(Records from a data source)
========

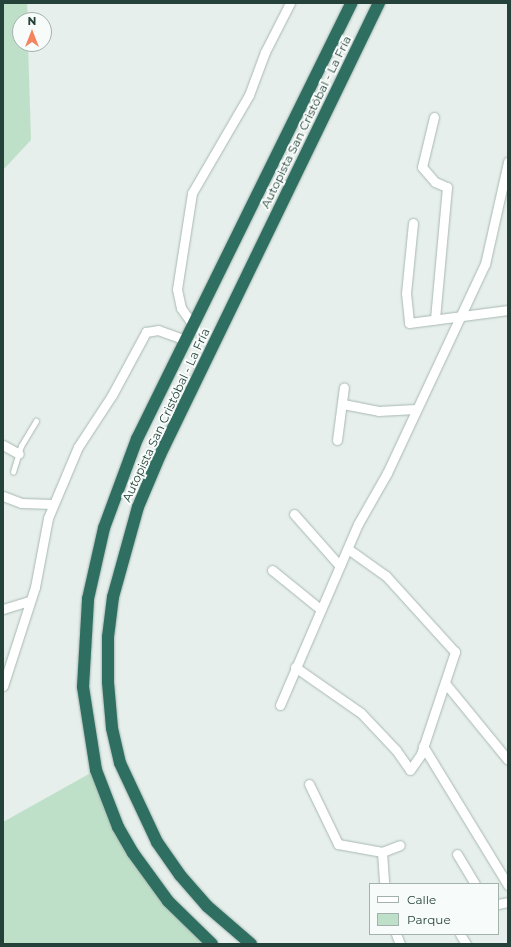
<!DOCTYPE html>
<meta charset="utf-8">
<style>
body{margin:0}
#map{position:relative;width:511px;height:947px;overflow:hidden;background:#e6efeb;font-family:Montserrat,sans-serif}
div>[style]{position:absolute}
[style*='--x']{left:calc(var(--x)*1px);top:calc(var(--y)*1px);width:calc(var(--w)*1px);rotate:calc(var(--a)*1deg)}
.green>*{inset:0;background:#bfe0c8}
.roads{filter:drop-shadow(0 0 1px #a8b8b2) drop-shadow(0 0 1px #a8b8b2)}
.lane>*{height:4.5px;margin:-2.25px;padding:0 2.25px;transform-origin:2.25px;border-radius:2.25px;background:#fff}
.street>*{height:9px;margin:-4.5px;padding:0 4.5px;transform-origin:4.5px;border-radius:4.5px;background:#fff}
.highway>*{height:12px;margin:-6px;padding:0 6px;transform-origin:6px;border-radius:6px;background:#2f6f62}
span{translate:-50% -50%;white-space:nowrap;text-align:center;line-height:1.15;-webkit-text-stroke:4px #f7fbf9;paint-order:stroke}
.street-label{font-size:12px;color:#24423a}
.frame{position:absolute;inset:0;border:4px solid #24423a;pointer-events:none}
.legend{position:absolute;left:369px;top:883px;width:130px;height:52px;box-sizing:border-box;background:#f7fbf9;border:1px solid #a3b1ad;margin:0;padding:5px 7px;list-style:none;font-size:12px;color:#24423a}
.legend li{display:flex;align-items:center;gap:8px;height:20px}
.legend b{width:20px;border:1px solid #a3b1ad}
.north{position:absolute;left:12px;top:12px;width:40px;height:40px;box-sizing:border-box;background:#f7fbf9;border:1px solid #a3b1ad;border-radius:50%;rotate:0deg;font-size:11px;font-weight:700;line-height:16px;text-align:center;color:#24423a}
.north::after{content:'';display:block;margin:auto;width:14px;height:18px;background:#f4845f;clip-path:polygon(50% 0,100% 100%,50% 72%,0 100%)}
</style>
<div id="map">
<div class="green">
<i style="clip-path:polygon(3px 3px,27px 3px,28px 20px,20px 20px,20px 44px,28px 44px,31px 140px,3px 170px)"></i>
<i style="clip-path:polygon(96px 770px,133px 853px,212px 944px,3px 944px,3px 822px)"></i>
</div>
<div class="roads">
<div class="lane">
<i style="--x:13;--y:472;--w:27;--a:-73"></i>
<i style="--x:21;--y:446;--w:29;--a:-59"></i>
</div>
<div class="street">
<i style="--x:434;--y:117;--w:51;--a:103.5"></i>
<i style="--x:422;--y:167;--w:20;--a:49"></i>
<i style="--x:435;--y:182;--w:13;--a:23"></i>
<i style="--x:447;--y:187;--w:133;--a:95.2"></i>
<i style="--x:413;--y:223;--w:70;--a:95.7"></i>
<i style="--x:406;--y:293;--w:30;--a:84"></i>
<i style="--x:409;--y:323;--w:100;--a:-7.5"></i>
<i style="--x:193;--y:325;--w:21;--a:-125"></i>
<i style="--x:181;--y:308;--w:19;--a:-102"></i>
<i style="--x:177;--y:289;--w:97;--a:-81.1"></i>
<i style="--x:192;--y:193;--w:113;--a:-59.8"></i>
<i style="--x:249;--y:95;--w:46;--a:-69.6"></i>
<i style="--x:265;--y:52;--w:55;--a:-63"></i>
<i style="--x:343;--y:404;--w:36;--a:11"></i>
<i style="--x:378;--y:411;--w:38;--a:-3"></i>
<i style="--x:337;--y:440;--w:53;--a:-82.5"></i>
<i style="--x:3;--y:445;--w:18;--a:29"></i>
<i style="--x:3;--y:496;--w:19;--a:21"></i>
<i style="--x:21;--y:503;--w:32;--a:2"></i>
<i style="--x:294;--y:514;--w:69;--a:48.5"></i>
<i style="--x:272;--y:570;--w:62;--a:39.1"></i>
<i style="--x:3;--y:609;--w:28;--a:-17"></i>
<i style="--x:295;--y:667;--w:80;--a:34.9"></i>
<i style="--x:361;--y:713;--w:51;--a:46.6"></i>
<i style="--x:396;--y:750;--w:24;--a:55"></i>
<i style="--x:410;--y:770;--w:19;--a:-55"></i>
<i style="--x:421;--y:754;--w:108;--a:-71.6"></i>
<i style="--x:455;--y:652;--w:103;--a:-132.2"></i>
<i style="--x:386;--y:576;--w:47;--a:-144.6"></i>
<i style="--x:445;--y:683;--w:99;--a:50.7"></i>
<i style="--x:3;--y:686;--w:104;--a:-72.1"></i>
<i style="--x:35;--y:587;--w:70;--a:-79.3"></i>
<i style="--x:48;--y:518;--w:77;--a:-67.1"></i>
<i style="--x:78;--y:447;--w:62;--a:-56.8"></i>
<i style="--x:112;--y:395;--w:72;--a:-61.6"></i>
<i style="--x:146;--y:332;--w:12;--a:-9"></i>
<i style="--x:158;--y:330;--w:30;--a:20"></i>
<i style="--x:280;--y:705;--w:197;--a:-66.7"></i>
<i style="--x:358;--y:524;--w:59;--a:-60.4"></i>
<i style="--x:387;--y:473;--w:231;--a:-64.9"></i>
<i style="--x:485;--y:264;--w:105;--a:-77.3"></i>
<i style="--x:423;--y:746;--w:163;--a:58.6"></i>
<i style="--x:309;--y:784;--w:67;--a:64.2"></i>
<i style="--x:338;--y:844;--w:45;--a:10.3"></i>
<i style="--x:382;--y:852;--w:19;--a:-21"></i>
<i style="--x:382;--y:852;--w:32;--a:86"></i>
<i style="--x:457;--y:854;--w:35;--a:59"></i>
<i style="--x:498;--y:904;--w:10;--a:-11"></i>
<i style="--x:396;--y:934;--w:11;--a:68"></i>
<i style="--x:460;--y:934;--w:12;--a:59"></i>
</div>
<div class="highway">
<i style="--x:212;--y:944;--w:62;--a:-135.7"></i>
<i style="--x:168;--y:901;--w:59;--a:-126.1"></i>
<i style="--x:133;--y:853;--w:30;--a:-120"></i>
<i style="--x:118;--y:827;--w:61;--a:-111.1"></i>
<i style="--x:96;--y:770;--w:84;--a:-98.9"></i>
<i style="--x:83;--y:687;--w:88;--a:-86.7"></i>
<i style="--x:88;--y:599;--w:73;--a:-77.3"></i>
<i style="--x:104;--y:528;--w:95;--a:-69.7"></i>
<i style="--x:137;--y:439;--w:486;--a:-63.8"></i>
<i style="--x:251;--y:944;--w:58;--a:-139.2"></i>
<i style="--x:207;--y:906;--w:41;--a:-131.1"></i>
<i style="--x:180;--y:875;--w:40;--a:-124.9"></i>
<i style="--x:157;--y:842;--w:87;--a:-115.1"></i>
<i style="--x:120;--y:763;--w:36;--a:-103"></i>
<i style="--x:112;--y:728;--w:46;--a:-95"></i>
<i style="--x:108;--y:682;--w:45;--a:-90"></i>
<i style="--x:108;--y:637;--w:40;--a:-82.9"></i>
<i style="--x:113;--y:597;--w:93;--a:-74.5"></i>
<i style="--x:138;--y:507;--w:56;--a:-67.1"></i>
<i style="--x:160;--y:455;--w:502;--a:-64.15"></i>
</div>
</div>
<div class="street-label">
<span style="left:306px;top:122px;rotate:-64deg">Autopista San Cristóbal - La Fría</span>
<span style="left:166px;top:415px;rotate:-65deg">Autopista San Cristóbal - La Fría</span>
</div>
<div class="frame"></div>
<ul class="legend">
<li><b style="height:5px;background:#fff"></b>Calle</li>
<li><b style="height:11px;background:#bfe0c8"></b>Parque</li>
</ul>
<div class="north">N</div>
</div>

========

▶ _ACTION ITEM_
Using the entries above, give the number of lines that carry the string "lane", without anything else.

▶ _TASK SOLUTION_
2